US confirms four American citizens killed by drones
The US attorney general has acknowledged four US citizens have been killed in drone strikes since 2011.
In a letter to the Senate judiciary committee, Eric Holder defended the targeted killing of Anwar al-Awlaki.
But he said Awlaki's 16-year-old son as well as two other individuals were "not specifically targeted by the US".
The disclosure comes as President Barack Obama prepares to make a speech on counter-terrorism and the drone programme on Thursday.
A White House official quoted by Reuters said the US president would discuss why the use of drones was "necessary, legal and just".
The disclosure of the killings in Yemen and Pakistan marks the first formal public acknowledgement of the US citizen deaths in drone strikes.
"The president has directed me to disclose certain information that until now has been properly classified," Mr Holder wrote.
There are also more threats
America's top law enforcement official defended the killing of Awlaki, whom he described as a "senior operational leader" of al-Qaeda in the Arabian Peninsula (AQAP).
Mr Holder said Awlaki was "intimately involved in detailed planning and putting in place plots against US persons".
Mr Holder added officials "appropriately concluded that [Awlaki] posed a continuing and imminent threat" to the US.
Awlaki, who was born in the US state of New Mexico, was killed in a missile strike from an unmanned plane in Yemen in September 2011. US officials announced his death but did not officially reveal he was killed by a drone.
Samir Khan, a naturalised US citizen who produced an online magazine promoting al-Qaeda's ideology, died in the same missile strike.
Awlaki's 16-year-old son Abdulrahman, who was born in Colorado, was killed in Yemen a month later.

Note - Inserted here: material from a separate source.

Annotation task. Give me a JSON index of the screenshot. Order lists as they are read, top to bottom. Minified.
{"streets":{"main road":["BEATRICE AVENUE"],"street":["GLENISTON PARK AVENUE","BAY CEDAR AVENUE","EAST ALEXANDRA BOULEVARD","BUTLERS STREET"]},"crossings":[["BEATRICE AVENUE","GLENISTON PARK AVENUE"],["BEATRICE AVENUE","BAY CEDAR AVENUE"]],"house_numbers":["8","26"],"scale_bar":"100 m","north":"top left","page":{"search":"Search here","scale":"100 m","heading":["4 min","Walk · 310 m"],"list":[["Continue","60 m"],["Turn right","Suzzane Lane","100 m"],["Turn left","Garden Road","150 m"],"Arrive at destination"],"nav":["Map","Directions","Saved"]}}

Jude Kenan Mohammad, a North Carolina resident with a Pakistani father and an American-born mother, was arrested in Pakistan in 2008 after trying to enter a part of the country that is dominated by militants and is off-limits to foreigners.
He was charged with weapons possession and lacking the correct paperwork but disappeared after being granted bail.
According to his acquaintances, Mohammad is thought to have died in a strike in November 2011 in Pakistan's South Waziristan region, the New York Times reported.